[Provided records]:
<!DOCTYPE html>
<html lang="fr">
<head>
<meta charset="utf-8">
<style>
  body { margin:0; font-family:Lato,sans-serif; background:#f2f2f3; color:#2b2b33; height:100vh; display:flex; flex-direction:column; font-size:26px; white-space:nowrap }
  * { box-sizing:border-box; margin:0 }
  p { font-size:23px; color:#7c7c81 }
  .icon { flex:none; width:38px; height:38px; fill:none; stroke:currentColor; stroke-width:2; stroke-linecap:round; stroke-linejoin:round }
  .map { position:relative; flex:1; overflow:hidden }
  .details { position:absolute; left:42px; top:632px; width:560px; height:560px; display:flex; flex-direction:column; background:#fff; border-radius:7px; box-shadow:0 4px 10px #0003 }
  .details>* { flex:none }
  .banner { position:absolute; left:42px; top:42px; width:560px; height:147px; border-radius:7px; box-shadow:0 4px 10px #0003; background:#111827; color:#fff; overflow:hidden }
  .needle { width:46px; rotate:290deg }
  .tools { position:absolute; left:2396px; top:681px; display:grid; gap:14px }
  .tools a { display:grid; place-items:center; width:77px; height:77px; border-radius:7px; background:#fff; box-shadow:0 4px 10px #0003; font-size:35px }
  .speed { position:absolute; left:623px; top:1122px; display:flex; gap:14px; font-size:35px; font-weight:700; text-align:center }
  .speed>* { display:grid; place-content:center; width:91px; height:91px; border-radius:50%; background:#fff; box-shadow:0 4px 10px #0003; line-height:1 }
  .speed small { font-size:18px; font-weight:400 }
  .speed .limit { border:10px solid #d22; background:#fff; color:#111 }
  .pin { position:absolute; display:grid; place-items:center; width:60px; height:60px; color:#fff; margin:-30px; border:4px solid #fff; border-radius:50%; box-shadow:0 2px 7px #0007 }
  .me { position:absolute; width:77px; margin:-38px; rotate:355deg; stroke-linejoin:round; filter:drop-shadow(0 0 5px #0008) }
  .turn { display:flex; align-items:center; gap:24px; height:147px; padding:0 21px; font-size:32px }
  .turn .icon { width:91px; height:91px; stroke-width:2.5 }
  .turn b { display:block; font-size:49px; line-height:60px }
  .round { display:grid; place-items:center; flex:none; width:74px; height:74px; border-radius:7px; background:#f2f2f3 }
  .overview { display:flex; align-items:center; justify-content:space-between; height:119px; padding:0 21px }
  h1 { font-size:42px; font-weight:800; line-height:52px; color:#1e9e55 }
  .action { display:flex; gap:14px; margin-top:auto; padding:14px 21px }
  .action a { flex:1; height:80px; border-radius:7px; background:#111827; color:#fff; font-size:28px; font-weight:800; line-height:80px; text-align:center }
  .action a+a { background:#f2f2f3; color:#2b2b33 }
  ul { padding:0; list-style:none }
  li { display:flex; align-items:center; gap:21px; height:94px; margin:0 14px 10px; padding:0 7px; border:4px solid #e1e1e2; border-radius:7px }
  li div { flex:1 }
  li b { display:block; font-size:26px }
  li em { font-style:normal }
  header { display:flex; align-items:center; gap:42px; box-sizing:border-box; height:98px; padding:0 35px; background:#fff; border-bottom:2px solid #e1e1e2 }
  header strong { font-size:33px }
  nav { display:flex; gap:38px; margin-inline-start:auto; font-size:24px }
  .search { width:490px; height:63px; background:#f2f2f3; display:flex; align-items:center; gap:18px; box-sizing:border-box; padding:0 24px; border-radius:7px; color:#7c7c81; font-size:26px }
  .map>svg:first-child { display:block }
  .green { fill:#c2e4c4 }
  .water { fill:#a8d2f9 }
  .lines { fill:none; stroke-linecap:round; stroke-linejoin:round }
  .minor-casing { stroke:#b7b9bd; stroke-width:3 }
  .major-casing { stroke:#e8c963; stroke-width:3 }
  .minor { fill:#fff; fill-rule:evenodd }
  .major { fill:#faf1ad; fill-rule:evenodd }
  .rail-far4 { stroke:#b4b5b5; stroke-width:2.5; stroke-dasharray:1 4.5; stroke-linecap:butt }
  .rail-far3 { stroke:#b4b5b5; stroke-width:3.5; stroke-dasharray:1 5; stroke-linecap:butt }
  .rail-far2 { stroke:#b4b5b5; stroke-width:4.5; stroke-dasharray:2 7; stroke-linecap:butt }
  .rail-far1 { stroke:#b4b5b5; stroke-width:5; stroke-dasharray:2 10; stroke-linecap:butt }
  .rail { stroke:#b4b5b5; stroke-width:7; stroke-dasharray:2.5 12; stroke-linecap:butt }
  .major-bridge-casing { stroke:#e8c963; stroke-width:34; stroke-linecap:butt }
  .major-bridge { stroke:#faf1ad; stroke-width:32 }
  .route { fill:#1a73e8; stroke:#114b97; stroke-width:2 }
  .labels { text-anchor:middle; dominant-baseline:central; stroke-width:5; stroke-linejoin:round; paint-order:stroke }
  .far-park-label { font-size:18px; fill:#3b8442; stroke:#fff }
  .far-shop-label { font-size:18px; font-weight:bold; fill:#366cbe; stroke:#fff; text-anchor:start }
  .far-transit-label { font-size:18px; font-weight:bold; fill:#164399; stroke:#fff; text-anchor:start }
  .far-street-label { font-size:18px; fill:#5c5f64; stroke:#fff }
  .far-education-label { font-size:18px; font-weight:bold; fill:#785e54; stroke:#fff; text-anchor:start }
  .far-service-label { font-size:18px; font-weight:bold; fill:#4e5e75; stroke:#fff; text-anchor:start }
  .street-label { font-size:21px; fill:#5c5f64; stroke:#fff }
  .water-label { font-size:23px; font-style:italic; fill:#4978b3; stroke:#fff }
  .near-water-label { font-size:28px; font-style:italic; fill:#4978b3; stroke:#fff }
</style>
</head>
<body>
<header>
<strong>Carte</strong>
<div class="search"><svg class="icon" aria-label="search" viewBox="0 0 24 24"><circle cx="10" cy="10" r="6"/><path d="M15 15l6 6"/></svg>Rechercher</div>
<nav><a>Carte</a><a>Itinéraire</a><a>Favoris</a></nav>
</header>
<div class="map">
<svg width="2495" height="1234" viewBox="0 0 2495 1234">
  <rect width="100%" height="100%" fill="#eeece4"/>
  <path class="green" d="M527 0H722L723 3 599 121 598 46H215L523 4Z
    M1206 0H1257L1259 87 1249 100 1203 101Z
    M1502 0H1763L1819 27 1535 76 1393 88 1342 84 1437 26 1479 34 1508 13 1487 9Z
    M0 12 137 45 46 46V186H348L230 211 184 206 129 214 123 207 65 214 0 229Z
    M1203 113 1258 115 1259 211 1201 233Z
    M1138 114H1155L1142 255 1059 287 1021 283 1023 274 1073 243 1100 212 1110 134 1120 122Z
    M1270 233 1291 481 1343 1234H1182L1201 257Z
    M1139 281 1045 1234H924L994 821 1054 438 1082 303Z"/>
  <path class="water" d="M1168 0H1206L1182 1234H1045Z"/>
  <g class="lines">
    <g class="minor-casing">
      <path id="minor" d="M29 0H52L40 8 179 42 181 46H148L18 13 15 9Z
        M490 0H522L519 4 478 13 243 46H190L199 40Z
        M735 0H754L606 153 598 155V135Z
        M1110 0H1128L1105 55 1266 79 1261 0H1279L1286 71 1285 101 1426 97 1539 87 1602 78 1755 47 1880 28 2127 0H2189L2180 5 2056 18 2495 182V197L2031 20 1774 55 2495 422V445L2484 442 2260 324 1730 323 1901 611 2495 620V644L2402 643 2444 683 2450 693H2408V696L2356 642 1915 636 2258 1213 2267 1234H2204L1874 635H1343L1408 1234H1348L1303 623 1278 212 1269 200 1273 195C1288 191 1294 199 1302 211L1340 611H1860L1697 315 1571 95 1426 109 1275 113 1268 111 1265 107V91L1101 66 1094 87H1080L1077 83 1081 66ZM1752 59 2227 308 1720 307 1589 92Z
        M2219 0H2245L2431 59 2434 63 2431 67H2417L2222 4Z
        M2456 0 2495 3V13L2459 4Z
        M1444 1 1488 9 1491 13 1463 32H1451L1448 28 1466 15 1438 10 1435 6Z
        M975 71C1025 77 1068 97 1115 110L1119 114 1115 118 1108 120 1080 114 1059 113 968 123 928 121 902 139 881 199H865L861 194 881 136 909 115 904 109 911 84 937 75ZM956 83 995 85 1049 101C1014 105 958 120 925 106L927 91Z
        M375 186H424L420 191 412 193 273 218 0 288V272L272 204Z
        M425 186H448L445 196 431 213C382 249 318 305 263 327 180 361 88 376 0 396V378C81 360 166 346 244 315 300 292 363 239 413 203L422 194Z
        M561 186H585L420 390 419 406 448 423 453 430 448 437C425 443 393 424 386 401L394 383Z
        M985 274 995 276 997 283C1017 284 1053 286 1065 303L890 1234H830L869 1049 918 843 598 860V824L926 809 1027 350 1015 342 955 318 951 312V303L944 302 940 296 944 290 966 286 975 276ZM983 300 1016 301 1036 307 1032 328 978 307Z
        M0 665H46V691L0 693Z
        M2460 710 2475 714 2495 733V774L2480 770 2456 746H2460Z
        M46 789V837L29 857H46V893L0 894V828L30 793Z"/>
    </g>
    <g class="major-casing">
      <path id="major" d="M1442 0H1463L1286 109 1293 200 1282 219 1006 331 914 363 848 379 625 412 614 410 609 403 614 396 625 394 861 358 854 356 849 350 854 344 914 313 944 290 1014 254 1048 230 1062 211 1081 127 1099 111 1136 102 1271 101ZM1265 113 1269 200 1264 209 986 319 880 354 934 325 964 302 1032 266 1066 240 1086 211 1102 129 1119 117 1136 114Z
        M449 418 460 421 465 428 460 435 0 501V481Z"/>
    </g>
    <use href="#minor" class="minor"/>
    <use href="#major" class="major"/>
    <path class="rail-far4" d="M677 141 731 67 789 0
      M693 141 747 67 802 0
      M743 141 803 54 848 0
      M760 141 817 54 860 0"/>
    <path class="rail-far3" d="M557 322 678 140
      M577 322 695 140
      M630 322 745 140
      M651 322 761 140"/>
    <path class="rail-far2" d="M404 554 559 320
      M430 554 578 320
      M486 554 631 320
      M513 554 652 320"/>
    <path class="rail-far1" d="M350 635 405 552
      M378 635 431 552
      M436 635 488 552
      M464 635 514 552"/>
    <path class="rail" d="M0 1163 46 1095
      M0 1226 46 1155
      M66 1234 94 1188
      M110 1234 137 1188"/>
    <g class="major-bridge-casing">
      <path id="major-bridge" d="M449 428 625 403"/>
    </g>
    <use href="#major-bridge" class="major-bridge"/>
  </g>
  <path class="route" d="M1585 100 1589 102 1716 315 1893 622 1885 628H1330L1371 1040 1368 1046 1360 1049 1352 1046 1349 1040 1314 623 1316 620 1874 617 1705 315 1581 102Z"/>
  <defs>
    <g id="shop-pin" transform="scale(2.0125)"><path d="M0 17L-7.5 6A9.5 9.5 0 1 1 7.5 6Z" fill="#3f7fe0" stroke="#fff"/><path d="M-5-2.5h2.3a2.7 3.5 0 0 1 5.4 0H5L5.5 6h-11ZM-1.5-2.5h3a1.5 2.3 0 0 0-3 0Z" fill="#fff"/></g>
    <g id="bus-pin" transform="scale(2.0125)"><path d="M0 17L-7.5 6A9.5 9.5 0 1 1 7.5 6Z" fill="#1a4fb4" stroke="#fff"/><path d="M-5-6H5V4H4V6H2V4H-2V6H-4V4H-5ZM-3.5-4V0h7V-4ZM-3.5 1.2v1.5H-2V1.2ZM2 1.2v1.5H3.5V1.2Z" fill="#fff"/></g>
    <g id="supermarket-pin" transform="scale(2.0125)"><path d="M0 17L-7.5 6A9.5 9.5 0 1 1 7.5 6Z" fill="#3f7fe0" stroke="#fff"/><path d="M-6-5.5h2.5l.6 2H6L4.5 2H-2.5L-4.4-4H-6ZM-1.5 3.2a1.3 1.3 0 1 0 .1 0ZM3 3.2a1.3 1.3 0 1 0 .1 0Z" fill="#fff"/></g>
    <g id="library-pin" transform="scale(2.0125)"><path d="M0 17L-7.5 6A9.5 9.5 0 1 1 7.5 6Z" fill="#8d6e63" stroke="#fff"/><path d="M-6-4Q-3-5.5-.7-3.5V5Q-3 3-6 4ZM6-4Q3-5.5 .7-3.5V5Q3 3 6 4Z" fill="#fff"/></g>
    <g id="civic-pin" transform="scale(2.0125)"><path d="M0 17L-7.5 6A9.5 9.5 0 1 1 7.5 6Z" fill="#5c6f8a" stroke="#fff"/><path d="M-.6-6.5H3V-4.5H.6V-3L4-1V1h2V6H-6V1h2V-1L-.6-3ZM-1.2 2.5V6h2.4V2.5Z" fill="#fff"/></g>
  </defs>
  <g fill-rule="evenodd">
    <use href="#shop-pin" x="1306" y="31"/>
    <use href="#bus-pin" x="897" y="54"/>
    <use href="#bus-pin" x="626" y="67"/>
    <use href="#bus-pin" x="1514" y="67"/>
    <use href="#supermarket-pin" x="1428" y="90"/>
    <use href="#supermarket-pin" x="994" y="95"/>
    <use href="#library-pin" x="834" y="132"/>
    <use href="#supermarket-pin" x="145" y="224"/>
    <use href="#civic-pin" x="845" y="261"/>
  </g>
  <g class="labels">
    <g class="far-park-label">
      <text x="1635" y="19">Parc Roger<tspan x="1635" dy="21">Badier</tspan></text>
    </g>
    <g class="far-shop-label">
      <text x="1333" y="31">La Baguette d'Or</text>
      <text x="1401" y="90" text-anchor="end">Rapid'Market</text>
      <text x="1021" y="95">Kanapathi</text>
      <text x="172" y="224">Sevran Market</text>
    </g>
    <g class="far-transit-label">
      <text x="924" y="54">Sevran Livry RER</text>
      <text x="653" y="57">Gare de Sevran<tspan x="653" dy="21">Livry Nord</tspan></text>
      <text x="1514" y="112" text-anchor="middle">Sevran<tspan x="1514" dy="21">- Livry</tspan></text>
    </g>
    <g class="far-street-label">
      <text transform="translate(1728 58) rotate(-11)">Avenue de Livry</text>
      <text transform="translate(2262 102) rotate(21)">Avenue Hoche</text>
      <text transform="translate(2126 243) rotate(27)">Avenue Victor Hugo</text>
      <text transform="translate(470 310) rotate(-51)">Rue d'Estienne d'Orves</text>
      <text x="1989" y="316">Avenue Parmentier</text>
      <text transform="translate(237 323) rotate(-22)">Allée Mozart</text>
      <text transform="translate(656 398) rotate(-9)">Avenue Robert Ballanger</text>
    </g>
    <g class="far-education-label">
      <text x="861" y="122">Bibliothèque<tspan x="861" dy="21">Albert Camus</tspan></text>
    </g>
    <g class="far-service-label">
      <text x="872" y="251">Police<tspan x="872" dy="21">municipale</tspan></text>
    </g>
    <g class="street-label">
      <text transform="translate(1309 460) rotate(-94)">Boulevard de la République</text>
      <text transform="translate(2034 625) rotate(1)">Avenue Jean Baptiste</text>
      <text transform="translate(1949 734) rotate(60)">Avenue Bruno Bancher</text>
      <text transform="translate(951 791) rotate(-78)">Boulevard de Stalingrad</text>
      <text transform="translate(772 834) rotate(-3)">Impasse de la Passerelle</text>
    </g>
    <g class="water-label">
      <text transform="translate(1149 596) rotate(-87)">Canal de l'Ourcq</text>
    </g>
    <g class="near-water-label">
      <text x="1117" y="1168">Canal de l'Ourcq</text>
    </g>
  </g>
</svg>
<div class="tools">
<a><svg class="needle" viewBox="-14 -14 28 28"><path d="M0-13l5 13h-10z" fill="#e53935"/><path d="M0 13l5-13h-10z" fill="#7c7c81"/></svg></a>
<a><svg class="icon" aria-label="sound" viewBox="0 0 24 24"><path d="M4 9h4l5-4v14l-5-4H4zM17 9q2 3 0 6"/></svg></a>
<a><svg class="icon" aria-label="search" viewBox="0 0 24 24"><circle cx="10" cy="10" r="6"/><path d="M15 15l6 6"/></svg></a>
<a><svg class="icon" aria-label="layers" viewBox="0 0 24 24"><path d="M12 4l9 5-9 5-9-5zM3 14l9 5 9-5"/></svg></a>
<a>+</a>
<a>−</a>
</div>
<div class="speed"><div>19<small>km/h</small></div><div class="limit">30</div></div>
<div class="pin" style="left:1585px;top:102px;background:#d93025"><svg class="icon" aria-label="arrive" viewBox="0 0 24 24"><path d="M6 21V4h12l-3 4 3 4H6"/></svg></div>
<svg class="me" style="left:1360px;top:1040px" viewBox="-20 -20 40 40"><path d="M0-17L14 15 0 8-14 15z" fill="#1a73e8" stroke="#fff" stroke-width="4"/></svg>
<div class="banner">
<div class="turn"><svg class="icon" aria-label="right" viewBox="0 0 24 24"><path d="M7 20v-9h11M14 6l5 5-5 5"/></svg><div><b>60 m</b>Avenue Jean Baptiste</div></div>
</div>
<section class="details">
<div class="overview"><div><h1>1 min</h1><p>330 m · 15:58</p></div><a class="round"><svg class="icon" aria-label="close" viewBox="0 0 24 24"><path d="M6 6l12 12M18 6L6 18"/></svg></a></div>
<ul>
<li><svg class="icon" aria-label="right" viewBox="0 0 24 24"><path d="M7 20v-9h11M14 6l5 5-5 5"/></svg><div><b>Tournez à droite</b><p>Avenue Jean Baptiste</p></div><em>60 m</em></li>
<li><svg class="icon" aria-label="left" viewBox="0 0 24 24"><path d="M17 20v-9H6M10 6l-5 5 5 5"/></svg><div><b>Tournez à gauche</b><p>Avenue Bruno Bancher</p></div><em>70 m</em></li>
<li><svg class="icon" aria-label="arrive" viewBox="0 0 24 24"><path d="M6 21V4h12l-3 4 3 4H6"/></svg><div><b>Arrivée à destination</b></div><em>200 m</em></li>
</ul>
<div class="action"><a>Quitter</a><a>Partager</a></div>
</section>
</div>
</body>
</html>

[Action item]:
The records are above. How many lines in them contain the word "limit"? Give the number alone.

[Response to the task]:
2